Dio però ferma la mano di Abramo, ferma il male, dimostrando così che esso non viene mai da lui, e anzi che Egli non pretende sacrifici dagli uomini. L’unico sacrificio che vuole è la fiducia in lui, e in nome di questa, la conversione del nostro cuore. E così che la fede in Dio Padre, il sacrificio del suo unico figlio, per Abramo, si trasformerà in promessa di lunga discendenza.

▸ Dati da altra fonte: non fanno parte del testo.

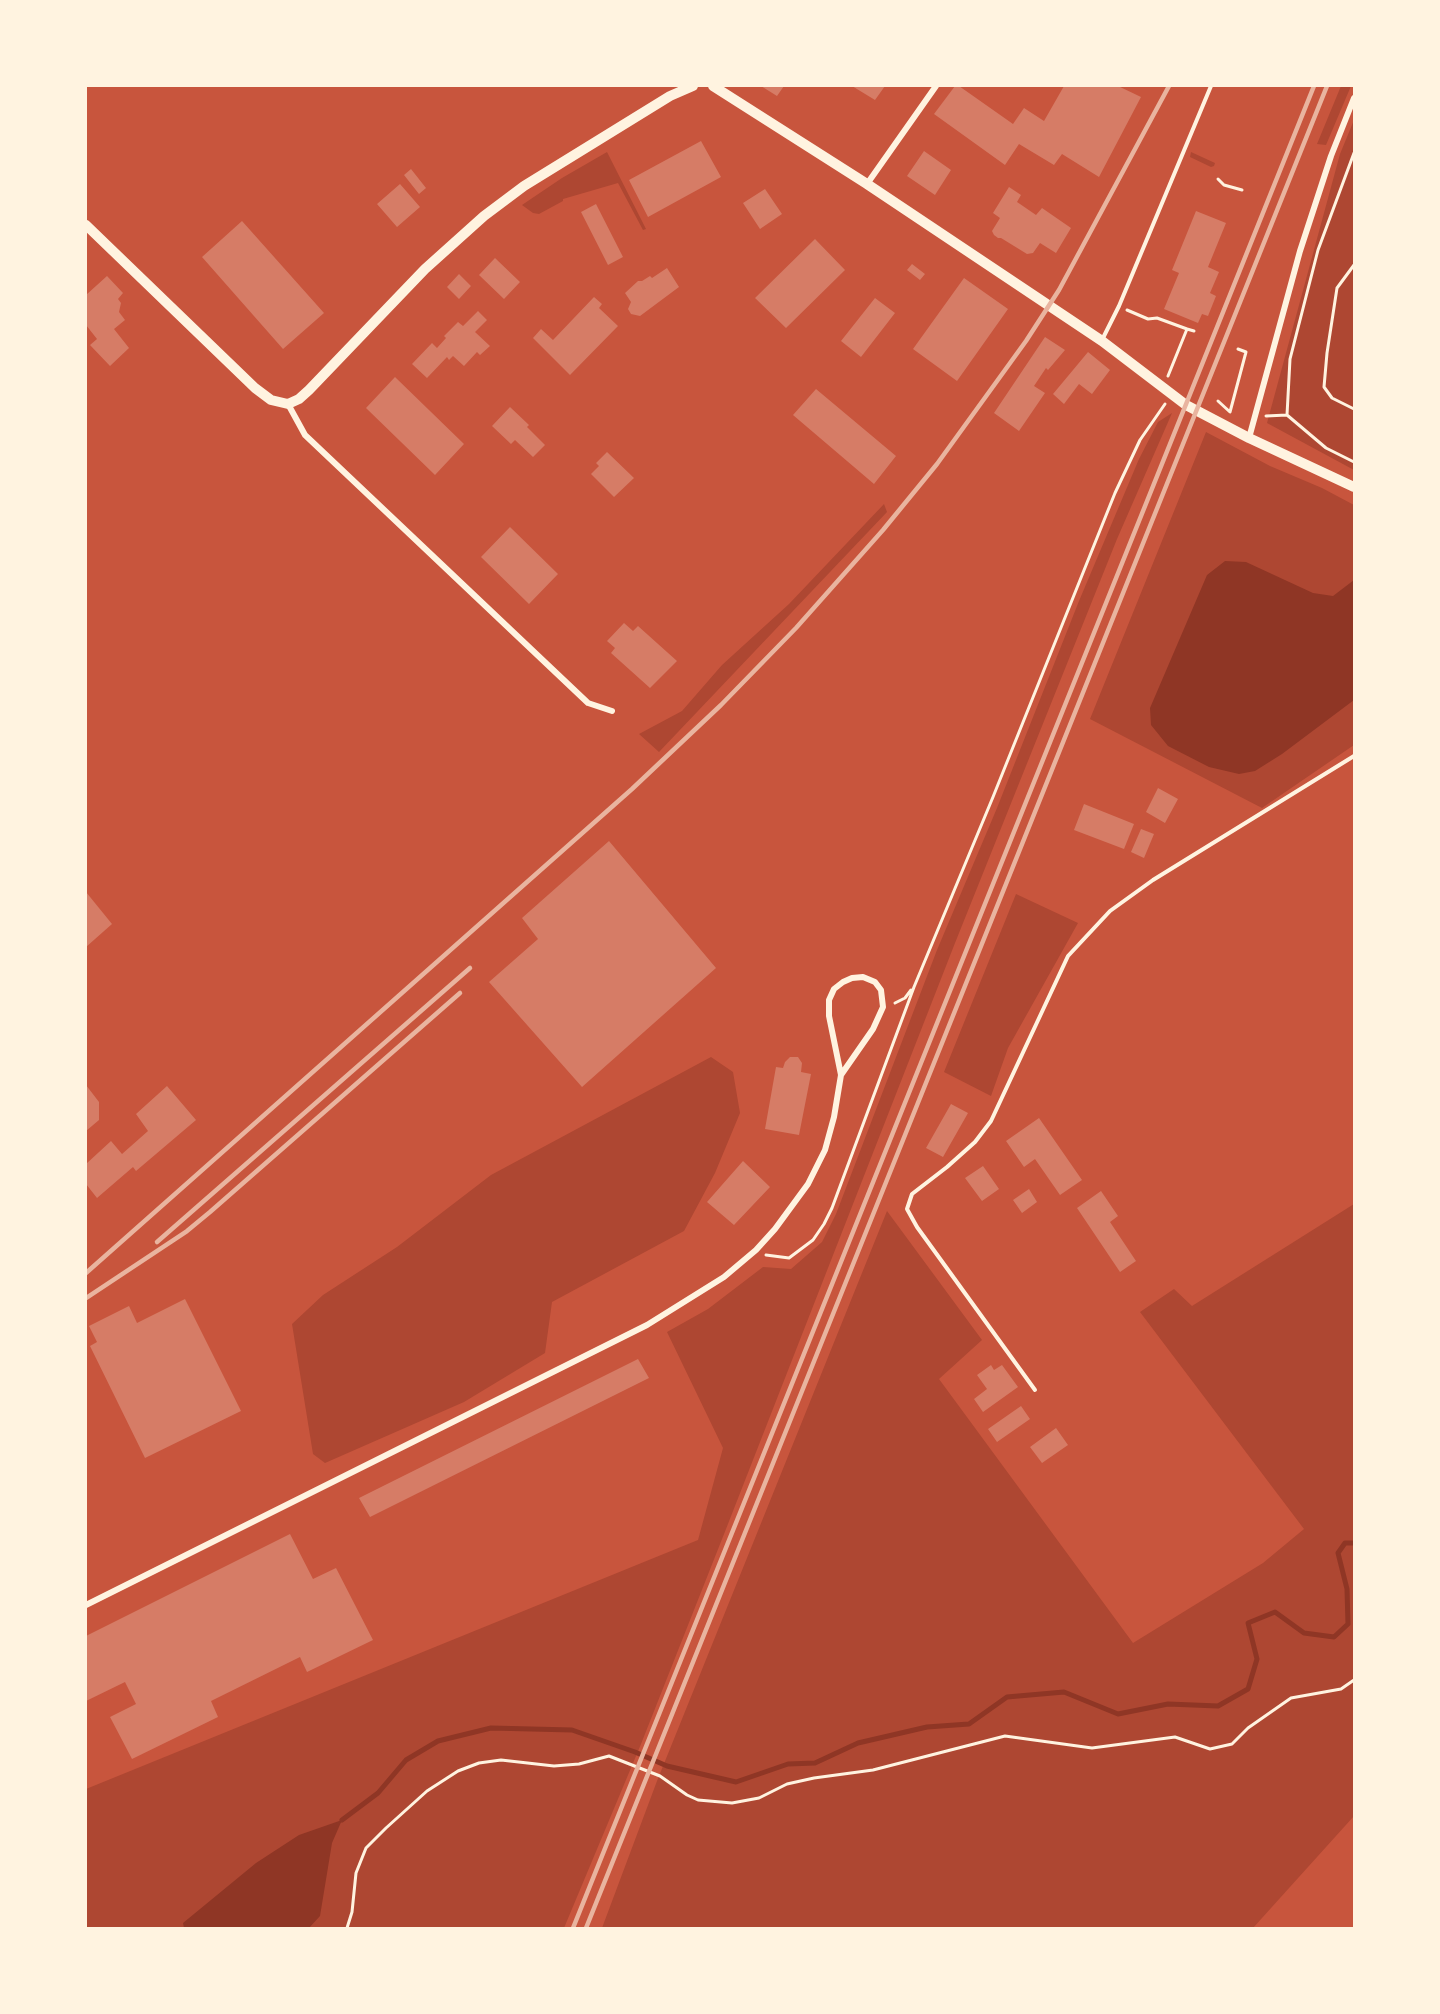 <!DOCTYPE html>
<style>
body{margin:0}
#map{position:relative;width:1440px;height:2014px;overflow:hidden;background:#c8553d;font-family:Roboto,sans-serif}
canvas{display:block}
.frame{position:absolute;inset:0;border:87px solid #fff3e0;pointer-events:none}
</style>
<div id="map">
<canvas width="1440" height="2014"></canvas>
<div class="frame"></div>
</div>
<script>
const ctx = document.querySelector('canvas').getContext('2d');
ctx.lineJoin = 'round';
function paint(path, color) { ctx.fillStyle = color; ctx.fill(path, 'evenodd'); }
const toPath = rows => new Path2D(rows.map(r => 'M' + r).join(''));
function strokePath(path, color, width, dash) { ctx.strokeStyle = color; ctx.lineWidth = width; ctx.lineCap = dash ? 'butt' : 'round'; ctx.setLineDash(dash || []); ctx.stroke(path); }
paint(toPath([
 [1341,86,1351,86,1326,145,1317,144],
 [1354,120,1354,470,1267,423,1340,154],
 [607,152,646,229,643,230,618,183,563,199,563,201,539,214,533,213,522,205,562,178],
 [1191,152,1215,163,1214,166,1211,167,1190,157],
 [1172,413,1117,539,955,943,726,1529,641,1744,564,1928,86,1928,86,1789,698,1540,723,1448,667,1332,708,1309,763,1267,791,1269,822,1242,836,1214,937,950,997,808,1079,601,1139,459,1158,422],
 [1206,432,1270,466,1322,488,1354,505,1354,745,1262,808,1090,719],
 [884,504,887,512,659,752,639,734,682,711,722,665,789,604],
 [1016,894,1078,923,1008,1048,991,1096,944,1072],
 [711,1057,733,1072,740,1113,715,1173,684,1231,552,1302,545,1353,464,1402,325,1463,313,1454,292,1324,323,1295,397,1247,491,1175],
 [1354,1204,1354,1816,1253,1928,602,1928,657,1781,887,1211,982,1340,939,1379,1133,1643,1263,1563,1304,1529,1140,1312,1174,1289,1192,1306]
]), '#ae4732');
paint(toPath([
 [1225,561,1246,562,1313,593,1333,596,1354,580,1354,700,1282,754,1255,771,1239,774,1209,767,1168,746,1151,725,1150,708,1207,575],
 [342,1820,332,1843,320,1916,309,1928,184,1928,183,1923,256,1863,299,1835]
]), '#8f3625');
strokePath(toPath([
 [342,1820,378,1793,406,1760,438,1741,491,1728,572,1730,635,1752,667,1766,736,1782,788,1764,815,1763,858,1743,927,1727,969,1724,1007,1697,1064,1692,1118,1714,1168,1704,1218,1706,1248,1689,1257,1659,1248,1623,1275,1612,1304,1633,1334,1637,1348,1624,1347,1589,1338,1553,1345,1543,1354,1543]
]), '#8f3625', 5);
paint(toPath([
 [761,86,784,86,777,96],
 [852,86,885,86,875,100],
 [955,86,959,86,1013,124,1024,108,1044,121,1064,86,1118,86,1141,97,1099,177,1062,154,1054,165,1019,144,1005,165,934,114],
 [701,141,721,177,648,217,629,180],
 [924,151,951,170,935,195,907,176],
 [411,169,426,188,419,194,404,175],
 [400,184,420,207,397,227,377,204],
 [1009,187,1021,195,1017,202,1020,204,1036,215,1042,208,1071,228,1056,253,1040,243,1033,253,1027,254,1001,238,998,238,994,235,992,231,1000,218,993,213],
 [765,189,782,214,760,229,743,203],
 [596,204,623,257,608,265,581,212],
 [1196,211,1226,223,1208,267,1219,272,1210,293,1216,296,1208,316,1202,314,1198,323,1164,309,1179,273,1172,270],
 [242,221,324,313,283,349,202,257],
 [815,239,845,270,786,328,755,298],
 [495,258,520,282,504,299,479,275],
 [912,264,925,274,920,280,907,270],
 [667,268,679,287,640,316,631,314,628,309,631,302,625,293,638,281,642,281,650,276,652,278],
 [459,274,471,286,459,299,447,287],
 [107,276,123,293,118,299,121,303,119,312,125,320,114,329,129,348,110,366,90,345,97,339,86,325,86,295],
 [964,278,1008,309,957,381,913,349],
 [594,297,602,304,599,308,618,326,570,375,533,338,541,329,553,340],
 [875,298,895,313,861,357,841,341],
 [478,311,487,320,475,332,490,346,480,355,477,352,464,366,453,356,449,360,447,357,427,378,412,364,432,343,437,348,446,338,444,336,458,322,463,326],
 [1045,337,1065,350,1048,370,1046,368,1034,386,1045,393,1019,431,994,413],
 [1088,352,1110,370,1092,394,1079,384,1064,404,1053,394],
 [395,377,464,444,435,475,366,408],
 [816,389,896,456,874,484,793,415],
 [510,407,529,425,527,427,545,445,533,457,515,440,511,444,492,426],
 [607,452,634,478,614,497,591,474,599,466,596,463],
 [510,527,558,574,529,604,481,557],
 [624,623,633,631,638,626,677,661,650,688,611,653,615,648,607,641],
 [1158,788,1178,799,1165,823,1146,812],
 [1084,804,1134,824,1124,849,1074,830],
 [1141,829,1154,834,1144,858,1131,852],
 [609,841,716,968,582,1087,489,982,538,939,522,918],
 [86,892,112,924,86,947],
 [790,1057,798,1057,802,1063,801,1072,811,1074,799,1135,765,1129,776,1067,783,1068,785,1062],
 [86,1085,99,1102,99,1120,86,1131],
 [167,1086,196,1120,136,1171,133,1167,97,1198,86,1184,86,1164,111,1141,122,1154,148,1131,136,1114],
 [951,1104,968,1113,943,1157,926,1148],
 [1039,1118,1082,1180,1060,1195,1035,1159,1024,1167,1006,1141],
 [743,1161,770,1187,734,1225,707,1202],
 [983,1166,999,1189,982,1201,965,1178],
 [1029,1189,1037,1202,1022,1213,1013,1200],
 [1101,1191,1118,1216,1110,1222,1136,1261,1120,1272,1077,1208],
 [185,1299,241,1411,145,1458,90,1346,97,1342,89,1326,129,1306,137,1323],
 [638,1359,649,1378,370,1517,359,1498],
 [991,1365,994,1370,1002,1365,1018,1387,983,1412,974,1399,987,1389,977,1375],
 [1021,1406,1030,1419,997,1442,988,1429],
 [1056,1428,1068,1445,1042,1463,1030,1447],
 [290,1534,313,1579,336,1568,373,1640,307,1672,300,1657,211,1701,218,1717,132,1759,110,1717,136,1704,125,1682,86,1701,86,1636]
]), '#d67c66');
strokePath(toPath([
 [1218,179,1224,185,1242,190],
 [1354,265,1337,288,1327,353,1324,387,1332,398,1354,409],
 [1127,310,1148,319,1157,318,1187,329],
 [1168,376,1187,329,1194,331],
 [1218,401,1230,412,1246,352,1238,349],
 [1287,415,1290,359,1318,250,1354,153],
 [1266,416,1287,415,1326,448,1354,462],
 [895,1003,905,998,911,990],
 [766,1255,789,1258,813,1240,824,1224,832,1208,914,987,993,797,1115,493,1140,440,1165,404],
 [347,1928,352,1912,356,1873,366,1848,386,1828,427,1791,458,1771,479,1763,501,1760,554,1766,579,1764,609,1756,660,1776,687,1795,698,1800,732,1803,759,1798,787,1784,814,1778,873,1770,1005,1736,1092,1748,1175,1737,1210,1749,1232,1744,1248,1728,1291,1698,1341,1689,1354,1680]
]), '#fff3e0', 3);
strokePath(toPath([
 [1102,340,1119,306,1211,86],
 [1035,1390,917,1227,907,1209,912,1194,947,1167,975,1142,991,1121,1068,956,1110,911,1153,880,1354,756]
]), '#fff3e0', 4);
strokePath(toPath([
 [867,184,936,86],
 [288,404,305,435,588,703,612,711],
 [1249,438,1300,251,1331,156,1354,98],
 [86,1605,647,1325,724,1277,756,1250,775,1229,808,1184,825,1150,834,1117,841,1075,873,1029,883,1007,881,990,875,982,863,977,852,978,843,982,834,989,829,1000,829,1016,841,1075]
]), '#fff3e0', 6);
strokePath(toPath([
 [713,86,867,184,1102,341,1186,405,1249,438,1354,487],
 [86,225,255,388,271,400,288,404,299,399,309,390,425,269,484,216,524,186,670,96,693,86]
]), '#fff3e0', 10);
strokePath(toPath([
 [157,1242,470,968],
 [86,1273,632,789,721,705,796,628,883,530,937,464,1026,341,1059,290,1169,86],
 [86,1298,187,1231,210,1212,460,993],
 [573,1928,1314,86],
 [586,1928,1327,86]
]), '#e9b49f', 4.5);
</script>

Ma ecco allora che la storia di Abramo evidenzia chiaramente oggi un’altra storia, quella di un altro sacrificio, ben più drammatico. Sì, perché sarà poi Dio stesso a sacrificare il figlio suo in riscatto dei peccati degli uomini. E sul monte Golgota, dove Dio vede suo figlio ucciso dagli uomini, nessuno fermerà la mano degli assassini.

Dio non vuole il sacrificio, la sofferenza degli uomini, ma essi sì. Essi uccideranno il suo unico figlio. Uomini che non avranno fiducia in lui, non sapranno stare in silenzio ad ascoltarlo, non ne accetteranno il Vangelo di salvezza, sceglieranno di cancellare la promessa di discendenza e l’alleanza offerta da Dio.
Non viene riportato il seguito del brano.